19 October 2012

Shameless / Bez wstydu (Filip Marczewski, 2012, Poland)

When I read the desciption of this film in the CIFF catalog, I said to myself, What's a film festival without an Eastern European incest drama? I also kind of hoped it would have the gritty intensity of a film called Zero which I had seen a while back at an EU film festival at the Siskel Center. The film isn't that kind of intense postmodern experience I anticipated, but it's a relatively entertaining melodrama featuring some strong performances, particularly from the lead actress (Agnieszka Grochowska), and a compelling subplot about a gypsy girl (Anna Próchniak) trying to break out of the rigid gender role imposed upon her by her culture.

The film begins with the protagonist Tadek eluding the conductor on a train.

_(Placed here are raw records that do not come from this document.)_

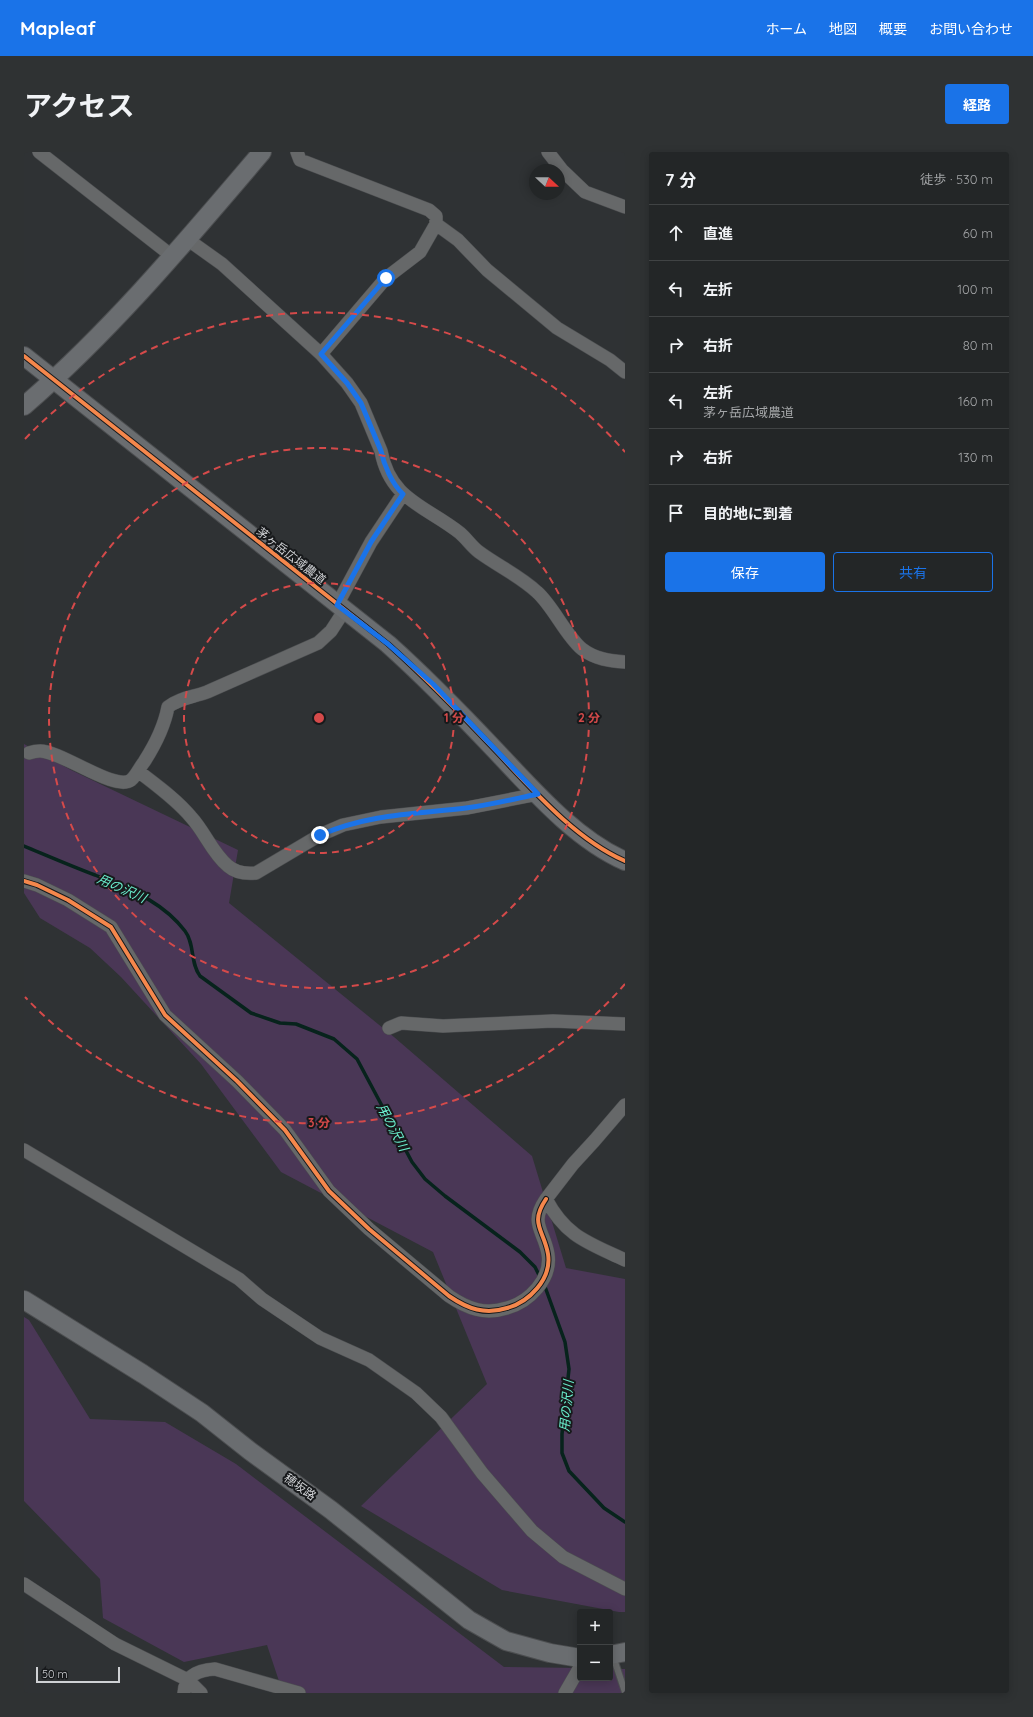 <!DOCTYPE html>
<html lang="ja">
<meta charset="utf-8">
<style>
:root{--surface:#232627;--page:#2f3233;--text:#f1f3f6;--muted:#a3a5a7;--line:#404344;--accent:#1a73e8}
body{margin:0;font-family:Quicksand,"Noto Sans JP",sans-serif;background:var(--page);color:var(--text)}
.controls{position:absolute;right:12px;bottom:12px;display:grid;overflow:hidden;border-radius:4px;box-shadow:0 2px 10px #0003}
.controls button{width:36px;height:36px;display:grid;place-items:center;padding:0;border:0;border-bottom:1px solid var(--line);background:var(--surface);color:var(--text);font:20px sans-serif}
.compass{position:absolute;left:505px;top:12px;width:36px;height:36px;border-radius:50%;background:var(--surface);box-shadow:0 2px 10px #0003;rotate:112deg}
.scale{position:absolute;left:12px;bottom:10px;width:84px;box-sizing:border-box;padding-left:4px;border:2px solid #cfd1d4;border-top:0;font-size:11px;line-height:14px;white-space:nowrap;color:#cfd1d4;-webkit-text-stroke:3px #17191b;paint-order:stroke}
.stop{position:absolute;width:12px;height:12px;margin:-9px;border:3px solid #1a73e8;border-radius:50%;background:#fff}
.stop.end{background:#1a73e8;border-color:#fff;box-shadow:0 1px 4px #0008}
.list{margin:0;padding:0;list-style:none}
h2{display:flex;justify-content:space-between;align-items:center;height:52px;margin:0;padding:0 16px;font-size:17px}
h2 small{font-size:13px;font-weight:400;color:var(--muted)}
.list li{display:grid;grid-template-columns:26px 1fr auto;gap:12px;align-items:center;box-sizing:border-box;height:56px;padding:0 16px;border-top:1px solid var(--line)}
.list b{display:block;font-size:15px;white-space:nowrap}
.list p{margin:0;font-size:13px;white-space:nowrap;color:var(--muted)}
.list em{font-size:13px;font-style:normal;color:var(--muted)}
.actions{display:flex;gap:8px;padding:12px 16px}
.actions a{flex:1;padding:9px 0;border:1px solid var(--accent);border-radius:4px;text-align:center;font-size:14px;color:var(--accent)}
.actions .main{background:var(--accent);color:#fff}
.icon{flex:none;width:22px;height:22px;fill:none;stroke:currentColor;stroke-width:2;stroke-linecap:round;stroke-linejoin:round}
.map{position:relative;flex:none;width:601px;height:1541px;overflow:hidden;border-radius:4px}
header{display:flex;align-items:center;gap:24px;box-sizing:border-box;height:56px;padding:0 20px;background:var(--accent);color:#fff}
header strong{font-size:19px}
nav{display:flex;gap:22px;margin-inline-start:auto;font-size:14px}
.intro{display:flex;align-items:center;justify-content:space-between;box-sizing:border-box;height:96px;padding:0 24px}
h1{margin:0;font-size:28px}
.button{padding:10px 18px;border-radius:4px;background:var(--accent);color:#fff;font-size:14px;font-weight:700}
main{display:flex;gap:24px;padding:0 24px}
aside{flex:1;background:var(--surface);border-radius:4px;box-shadow:0 2px 10px #0003}
.map>svg:first-child{display:block}
.green{fill:#4a3756}
.lines{fill:none;stroke-linecap:round;stroke-linejoin:round}
.stream{stroke:#07231c;stroke-width:3.5}
.lane-casing{stroke:#4c4e50;stroke-width:8}
.street-casing{stroke:#4c4e50;stroke-width:14}
.secondary-casing{stroke:#4c4e50;stroke-width:20}
.lane{stroke:#666869;stroke-width:6}
.street{stroke:#666869;stroke-width:13}
.secondary{stroke:#6a6d70;stroke-width:18}
.cycleway-casing{stroke:#17191b;stroke-width:6}
.cycleway{stroke:#f5874c;stroke-width:4}
.route{stroke:#1a73e8;stroke-width:5}
.ring{fill:none;stroke:#d54a4a;stroke-width:2;stroke-dasharray:7 5}
.labels{text-anchor:middle;stroke-width:4;stroke-linejoin:round;paint-order:stroke}
.street-label{font-size:12px;fill:#cfd1d4;stroke:#17191b}
.water-label{font-size:13px;font-style:italic;fill:#69edcc;stroke:#17191b}
.centre{fill:#d54a4a;stroke:#17191b;stroke-width:2}
.ring-label{font-size:12px;text-anchor:middle;font-weight:bold;fill:#d54a4a;stroke:#17191b;stroke-width:4;stroke-linejoin:round;paint-order:stroke}
</style>
<header>
<strong>Mapleaf</strong>
<nav><a>ホーム</a><a>地図</a><a>概要</a><a>お問い合わせ</a></nav>
</header>
<div class="intro"><h1>アクセス</h1><a class="button">経路</a></div>
<main>
<div class="map">
<svg width="601" height="1541" viewBox="0 0 601 1541">
<rect width="100%" height="100%" fill="#2f3234"/>
<path class="green" d="M0 592 47 618 214 698 205 751 370 885 508 1004 542 1116 601 1127V1460H595L478 1438 337 1354 463 1232 409 1100 257 1020 177 912 97 825 66 796 16 766 0 741Z
M0 1165 5 1168 66 1267 141 1270 212 1312 480 1515 556 1516V1526H586V1517H601V1541H259L243 1493 160 1510 79 1466 76 1427 0 1349Z"/>
<g class="lines">
<path class="stream" d="M0 694C24 704 47 714 71 723 106 738 137 748 161 779 171 792 166 811 176 824L227 861 256 871 272 872 310 887 333 907 388 1010 401 1027 421 1044 496 1100 511 1115 516 1125
M520 1132 541 1190 545 1217 538 1282V1301L545 1319 580 1356 601 1370"/>
<defs>
<path id="lane" d="M589 1504 601 1540"/>
<path id="street" d="M15 0 148 104
M273 0 276 8 405 58 412 64V72L396 100 362 126 297 202
M524 0 538 18 561 40 601 55
M412 72 434 88 463 118 533 176 586 208 601 220
M163 87 198 112 297 202 323 231 337 251 357 299C366 348 402 354 436 381 443 387 448 395 455 400 474 414 496 424 513 440 529 454 542 484 558 497 571 507 586 509 601 510
M313 453 347 390 379 342
M5 601C8 600 13 599 16 599 38 599 91 640 107 628 112 624 116 615 120 610 131 593 140 576 144 555 155 546 170 545 183 540L294 491 307 479 320 459
M114 619C132 633 152 647 167 665 181 680 188 701 204 714 212 721 222 722 232 721L296 683 319 673 357 665 443 656 514 642
M0 729 13 733 44 748 87 775 141 863 213 929 261 978 305 1039 345 1077 425 1144C444 1157 461 1163 483 1156 505 1150 528 1127 524 1102 520 1078 505 1072 522 1047
M365 876 377 871 419 874 529 869 601 872
M601 953 571 988 549 1012 522 1047C542 1085 565 1091 601 1108
M0 998 215 1127 238 1147 296 1186 345 1208 392 1241 417 1265 458 1321 508 1379 539 1405 601 1437
M0 1432 91 1492 164 1528 177 1541
M160 1541C161 1523 175 1518 191 1517L275 1541
M541 1541 556 1515"/>
<path id="secondary" d="M0 204 364 492C402 526 437 562 472 599 509 638 551 687 601 709
M0 254C88 178 163 88 238 0
M0 1148 119 1222 178 1261 226 1299 307 1358 445 1468 482 1489 526 1501 556 1506
M586 1503 601 1500"/>
</defs>
<use href="#lane" class="lane-casing"/>
<use href="#street" class="street-casing"/>
<use href="#secondary" class="secondary-casing"/>
<use href="#lane" class="lane"/>
<use href="#street" class="street"/>
<use href="#secondary" class="secondary"/>
<defs>
<path id="cycleway" d="M0 204 364 492C402 526 437 562 472 599 509 638 551 687 601 709
M0 729 13 733 44 748 87 775 141 863 213 929 261 978 305 1039 345 1077 425 1144C444 1157 461 1163 483 1156 505 1150 528 1127 524 1102 520 1078 505 1072 522 1047"/>
</defs>
<use href="#cycleway" class="cycleway-casing"/>
<use href="#cycleway" class="cycleway"/>
</g>
<g class="lines">
<path class="route" d="M296 683C345 662 390 662 442 656 466 653 490 647 514 642L409 532 364 492 313 453 347 390 379 342C368 332 360 313 357 299L337 251 323 231 297 202 362 126"/>
</g>
<g class="ring">
<circle cx="295" cy="566" r="135"/>
<circle cx="295" cy="566" r="270"/>
<path d="M601 832A405 405 0 0 1 1 845M1 287A405 405 0 0 1 601 300"/>
</g>
<g class="labels">
<g class="street-label">
<text transform="translate(267 404) rotate(38)" y="4">茅ヶ岳広域農道</text>
<text transform="translate(276 1335) rotate(36)" y="4">穂坂路</text>
</g>
<g class="water-label">
<text transform="translate(98 736) rotate(24)" y="5">用の沢川</text>
<text transform="translate(369 975) rotate(62)" y="5">用の沢川</text>
<text transform="translate(542 1254) rotate(-85)" y="5">用の沢川</text>
</g>
</g>
<circle cx="295" cy="566" r="6" class="centre"/>
<g class="ring-label">
<text x="430" y="570">1 分</text>
<text x="565" y="570">2 分</text>
<text x="295" y="975">3 分</text>
</g>
</svg>
<div class="controls">
<button>+</button>
<button>−</button>
</div>
<svg class="compass" viewBox="-18 -18 36 36"><path d="M0-13l5 13h-10z" fill="#e53935"/><path d="M0 13l5-13h-10z" fill="#a3a5a7"/></svg>
<div class="scale">50 m</div>
<div class="stop" style="left:362px;top:126px"></div>
<div class="stop end" style="left:296px;top:683px"></div>
</div>
<aside>
<h2>7 分<small>徒歩 · 530 m</small></h2>
<ul class="list">
<li><svg class="icon" aria-label="ahead" viewBox="0 0 24 24"><path d="M12 20V5M6 11l6-6 6 6"/></svg><div><b>直進</b></div><em>60 m</em></li>
<li><svg class="icon" aria-label="left" viewBox="0 0 24 24"><path d="M17 20v-9H6M10 6l-5 5 5 5"/></svg><div><b>左折</b></div><em>100 m</em></li>
<li><svg class="icon" aria-label="right" viewBox="0 0 24 24"><path d="M7 20v-9h11M14 6l5 5-5 5"/></svg><div><b>右折</b></div><em>80 m</em></li>
<li><svg class="icon" aria-label="left" viewBox="0 0 24 24"><path d="M17 20v-9H6M10 6l-5 5 5 5"/></svg><div><b>左折</b><p>茅ヶ岳広域農道</p></div><em>160 m</em></li>
<li><svg class="icon" aria-label="right" viewBox="0 0 24 24"><path d="M7 20v-9h11M14 6l5 5-5 5"/></svg><div><b>右折</b></div><em>130 m</em></li>
<li><svg class="icon" aria-label="arrive" viewBox="0 0 24 24"><path d="M6 21V4h12l-3 4 3 4H6"/></svg><div><b>目的地に到着</b></div></li>
</ul>
<div class="actions"><a class="main">保存</a><a>共有</a></div>
</aside>
</main>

We glimpse the gypsy family whose story is the main subplot. I'm not sure how old Tadek is supposed to be but my guess is that he's about 18, as is the gypsy girl he eventually befriends. (btw, I know it's not polite to use the word gypsy, but it's the word used in the film...) He's on the way to stay with his sister who shipped him off to his aunt's house after their parents died, except she doesn't seem to know he's coming. The sister is dating a sleazy politician who is mixed up with Neo-Nazis and so forth. Naturally, the brother and sister have some unholy history and possibly some taboo desires which the sister rejects. The gypsy girl seems to fall in love with him, but he's too busy pining after his sister to pay her much notice.

I'd be surprised if the film played even in arthouse theaters in the US, but if it became available on Netflix for streaming, I imagine I'd watch it again.